▶ _Problem details_
Among the lines of this material, find those holding the word "halo" and report how many there are, with nothing added.

▶ _Data for this task_
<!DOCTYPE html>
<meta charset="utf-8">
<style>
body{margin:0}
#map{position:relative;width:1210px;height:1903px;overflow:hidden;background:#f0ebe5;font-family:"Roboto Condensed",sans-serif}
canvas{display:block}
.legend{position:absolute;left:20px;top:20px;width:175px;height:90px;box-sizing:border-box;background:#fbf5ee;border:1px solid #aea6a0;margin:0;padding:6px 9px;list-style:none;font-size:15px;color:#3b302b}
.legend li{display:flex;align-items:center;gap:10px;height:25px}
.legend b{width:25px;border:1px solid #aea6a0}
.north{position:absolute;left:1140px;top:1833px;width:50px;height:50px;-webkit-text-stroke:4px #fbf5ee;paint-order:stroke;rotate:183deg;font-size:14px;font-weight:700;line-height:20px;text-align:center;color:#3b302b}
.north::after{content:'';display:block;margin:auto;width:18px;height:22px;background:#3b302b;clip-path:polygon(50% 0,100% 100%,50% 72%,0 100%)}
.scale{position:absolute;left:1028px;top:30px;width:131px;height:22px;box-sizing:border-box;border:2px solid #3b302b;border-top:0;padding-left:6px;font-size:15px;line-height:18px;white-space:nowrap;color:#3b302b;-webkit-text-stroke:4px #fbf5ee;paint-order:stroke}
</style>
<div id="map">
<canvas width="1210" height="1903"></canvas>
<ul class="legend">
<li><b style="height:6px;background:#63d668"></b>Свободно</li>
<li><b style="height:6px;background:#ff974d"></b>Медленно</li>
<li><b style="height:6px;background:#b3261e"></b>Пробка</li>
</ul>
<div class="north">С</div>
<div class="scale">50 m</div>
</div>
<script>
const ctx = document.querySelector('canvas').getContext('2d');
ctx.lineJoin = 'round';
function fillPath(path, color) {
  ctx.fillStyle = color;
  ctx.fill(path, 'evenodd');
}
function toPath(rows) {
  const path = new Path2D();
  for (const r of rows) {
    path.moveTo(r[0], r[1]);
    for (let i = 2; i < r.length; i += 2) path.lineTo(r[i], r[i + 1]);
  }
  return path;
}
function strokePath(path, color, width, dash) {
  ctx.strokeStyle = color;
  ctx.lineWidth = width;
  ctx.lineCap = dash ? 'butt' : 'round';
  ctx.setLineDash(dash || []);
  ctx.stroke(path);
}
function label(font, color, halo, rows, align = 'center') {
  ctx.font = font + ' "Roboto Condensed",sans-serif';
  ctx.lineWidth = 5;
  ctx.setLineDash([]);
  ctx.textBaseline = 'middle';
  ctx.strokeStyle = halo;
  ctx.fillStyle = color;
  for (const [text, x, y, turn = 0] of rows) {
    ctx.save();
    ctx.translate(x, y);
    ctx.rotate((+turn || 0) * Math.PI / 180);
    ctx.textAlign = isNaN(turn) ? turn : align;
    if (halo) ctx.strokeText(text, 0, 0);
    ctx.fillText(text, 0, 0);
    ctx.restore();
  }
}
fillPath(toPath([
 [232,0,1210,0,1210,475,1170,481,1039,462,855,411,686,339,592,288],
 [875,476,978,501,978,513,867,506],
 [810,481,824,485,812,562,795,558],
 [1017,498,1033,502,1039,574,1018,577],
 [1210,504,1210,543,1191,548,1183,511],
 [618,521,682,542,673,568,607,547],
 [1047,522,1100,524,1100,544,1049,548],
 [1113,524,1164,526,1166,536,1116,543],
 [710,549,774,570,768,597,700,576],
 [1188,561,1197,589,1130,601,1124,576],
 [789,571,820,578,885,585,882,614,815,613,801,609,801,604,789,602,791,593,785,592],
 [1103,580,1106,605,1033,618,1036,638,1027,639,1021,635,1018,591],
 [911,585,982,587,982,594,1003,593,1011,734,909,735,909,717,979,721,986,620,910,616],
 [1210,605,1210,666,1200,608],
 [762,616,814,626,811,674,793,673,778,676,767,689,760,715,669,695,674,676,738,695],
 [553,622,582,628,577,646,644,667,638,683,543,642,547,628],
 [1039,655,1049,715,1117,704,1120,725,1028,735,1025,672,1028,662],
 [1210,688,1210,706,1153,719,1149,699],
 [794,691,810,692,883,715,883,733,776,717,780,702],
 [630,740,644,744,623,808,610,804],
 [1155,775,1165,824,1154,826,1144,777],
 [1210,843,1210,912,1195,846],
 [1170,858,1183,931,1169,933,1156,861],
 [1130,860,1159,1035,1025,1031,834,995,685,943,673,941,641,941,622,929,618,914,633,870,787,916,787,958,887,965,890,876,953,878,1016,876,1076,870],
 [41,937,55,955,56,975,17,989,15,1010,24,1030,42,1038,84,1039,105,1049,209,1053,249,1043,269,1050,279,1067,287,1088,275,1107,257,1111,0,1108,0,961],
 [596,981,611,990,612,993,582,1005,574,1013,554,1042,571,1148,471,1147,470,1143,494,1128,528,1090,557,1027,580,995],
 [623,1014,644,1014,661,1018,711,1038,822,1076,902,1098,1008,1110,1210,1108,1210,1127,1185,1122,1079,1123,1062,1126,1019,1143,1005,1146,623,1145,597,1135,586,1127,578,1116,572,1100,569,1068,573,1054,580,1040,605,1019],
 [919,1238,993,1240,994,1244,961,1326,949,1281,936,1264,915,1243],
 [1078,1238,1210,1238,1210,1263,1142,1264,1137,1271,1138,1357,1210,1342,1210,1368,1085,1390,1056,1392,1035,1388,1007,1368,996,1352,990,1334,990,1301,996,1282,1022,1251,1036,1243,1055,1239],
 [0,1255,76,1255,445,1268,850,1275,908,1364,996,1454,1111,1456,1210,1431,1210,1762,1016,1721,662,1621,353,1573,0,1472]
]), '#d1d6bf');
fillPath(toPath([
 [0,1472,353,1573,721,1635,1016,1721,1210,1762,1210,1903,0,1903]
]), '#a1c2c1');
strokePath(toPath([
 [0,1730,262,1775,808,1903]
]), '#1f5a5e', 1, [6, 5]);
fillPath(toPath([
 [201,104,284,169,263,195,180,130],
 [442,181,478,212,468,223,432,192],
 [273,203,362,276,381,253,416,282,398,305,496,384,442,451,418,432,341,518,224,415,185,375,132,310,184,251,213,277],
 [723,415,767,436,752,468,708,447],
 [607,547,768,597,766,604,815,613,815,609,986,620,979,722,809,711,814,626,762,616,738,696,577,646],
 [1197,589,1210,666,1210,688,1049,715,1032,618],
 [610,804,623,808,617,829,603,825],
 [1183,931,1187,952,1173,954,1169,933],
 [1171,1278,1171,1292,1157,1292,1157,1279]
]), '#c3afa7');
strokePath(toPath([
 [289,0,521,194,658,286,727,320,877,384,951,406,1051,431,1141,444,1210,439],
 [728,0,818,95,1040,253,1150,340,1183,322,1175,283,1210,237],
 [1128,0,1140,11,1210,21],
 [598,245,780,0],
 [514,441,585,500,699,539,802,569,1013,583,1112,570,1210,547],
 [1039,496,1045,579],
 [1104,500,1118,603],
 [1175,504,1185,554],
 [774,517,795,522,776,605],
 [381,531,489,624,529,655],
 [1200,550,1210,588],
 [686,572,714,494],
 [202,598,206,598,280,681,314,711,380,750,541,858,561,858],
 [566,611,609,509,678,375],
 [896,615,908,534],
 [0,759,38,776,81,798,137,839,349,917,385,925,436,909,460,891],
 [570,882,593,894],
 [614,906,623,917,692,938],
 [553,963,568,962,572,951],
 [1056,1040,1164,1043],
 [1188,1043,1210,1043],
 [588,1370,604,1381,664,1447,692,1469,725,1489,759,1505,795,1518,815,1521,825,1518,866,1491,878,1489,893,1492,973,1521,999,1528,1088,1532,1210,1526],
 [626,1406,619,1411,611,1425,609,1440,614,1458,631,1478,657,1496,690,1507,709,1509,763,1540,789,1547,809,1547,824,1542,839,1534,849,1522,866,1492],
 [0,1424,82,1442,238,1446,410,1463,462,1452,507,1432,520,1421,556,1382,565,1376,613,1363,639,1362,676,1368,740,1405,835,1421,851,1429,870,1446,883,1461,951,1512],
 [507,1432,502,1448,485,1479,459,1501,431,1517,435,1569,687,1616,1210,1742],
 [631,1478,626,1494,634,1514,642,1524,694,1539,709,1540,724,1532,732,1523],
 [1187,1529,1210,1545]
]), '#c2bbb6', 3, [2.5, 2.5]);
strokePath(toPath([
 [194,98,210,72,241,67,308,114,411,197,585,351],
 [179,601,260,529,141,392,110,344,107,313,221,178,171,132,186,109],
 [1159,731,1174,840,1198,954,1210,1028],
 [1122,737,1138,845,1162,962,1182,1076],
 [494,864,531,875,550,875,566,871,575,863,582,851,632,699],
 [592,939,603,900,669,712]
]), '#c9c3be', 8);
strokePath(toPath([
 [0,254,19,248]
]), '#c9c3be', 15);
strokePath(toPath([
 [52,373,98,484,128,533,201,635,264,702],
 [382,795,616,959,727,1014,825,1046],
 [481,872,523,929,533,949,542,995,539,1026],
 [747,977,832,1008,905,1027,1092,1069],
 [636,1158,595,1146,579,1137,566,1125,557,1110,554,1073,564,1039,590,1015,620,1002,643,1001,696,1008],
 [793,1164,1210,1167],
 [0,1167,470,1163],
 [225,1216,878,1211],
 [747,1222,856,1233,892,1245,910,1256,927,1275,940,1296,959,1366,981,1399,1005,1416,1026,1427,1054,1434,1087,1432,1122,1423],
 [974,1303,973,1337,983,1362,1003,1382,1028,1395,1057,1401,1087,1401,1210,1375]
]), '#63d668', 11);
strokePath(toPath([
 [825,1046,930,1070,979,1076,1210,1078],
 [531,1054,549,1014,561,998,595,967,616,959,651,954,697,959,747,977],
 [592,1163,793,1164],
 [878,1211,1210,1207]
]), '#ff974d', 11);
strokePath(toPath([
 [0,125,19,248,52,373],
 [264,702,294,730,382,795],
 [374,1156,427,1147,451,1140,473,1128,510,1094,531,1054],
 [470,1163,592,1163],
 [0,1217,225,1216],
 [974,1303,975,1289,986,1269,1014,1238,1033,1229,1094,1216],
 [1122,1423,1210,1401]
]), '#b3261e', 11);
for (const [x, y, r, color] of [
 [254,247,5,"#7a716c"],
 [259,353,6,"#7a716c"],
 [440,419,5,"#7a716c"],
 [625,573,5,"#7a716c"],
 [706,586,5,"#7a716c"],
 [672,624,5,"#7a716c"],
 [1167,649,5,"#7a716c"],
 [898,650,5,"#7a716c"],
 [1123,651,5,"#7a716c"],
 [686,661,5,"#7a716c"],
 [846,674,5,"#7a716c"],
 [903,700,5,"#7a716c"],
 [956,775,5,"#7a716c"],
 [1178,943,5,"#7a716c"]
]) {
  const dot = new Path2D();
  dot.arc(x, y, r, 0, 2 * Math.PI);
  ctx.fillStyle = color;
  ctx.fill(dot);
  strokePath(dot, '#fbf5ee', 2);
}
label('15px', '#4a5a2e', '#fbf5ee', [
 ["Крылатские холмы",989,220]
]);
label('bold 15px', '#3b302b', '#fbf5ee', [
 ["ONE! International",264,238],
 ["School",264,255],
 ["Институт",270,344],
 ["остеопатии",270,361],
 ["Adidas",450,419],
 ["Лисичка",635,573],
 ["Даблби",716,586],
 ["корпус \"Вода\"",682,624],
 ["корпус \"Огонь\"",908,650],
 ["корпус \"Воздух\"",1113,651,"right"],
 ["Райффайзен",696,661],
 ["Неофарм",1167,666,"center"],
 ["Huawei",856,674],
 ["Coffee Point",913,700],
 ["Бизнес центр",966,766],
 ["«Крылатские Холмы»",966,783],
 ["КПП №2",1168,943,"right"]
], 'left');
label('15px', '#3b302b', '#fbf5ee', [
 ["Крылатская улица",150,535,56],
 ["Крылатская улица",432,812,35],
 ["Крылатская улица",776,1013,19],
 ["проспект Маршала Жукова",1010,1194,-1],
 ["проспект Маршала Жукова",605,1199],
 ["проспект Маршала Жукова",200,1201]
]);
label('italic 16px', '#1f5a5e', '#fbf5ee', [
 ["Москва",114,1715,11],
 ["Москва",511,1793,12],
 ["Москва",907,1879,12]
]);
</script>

▶ _Result for this exercise_
3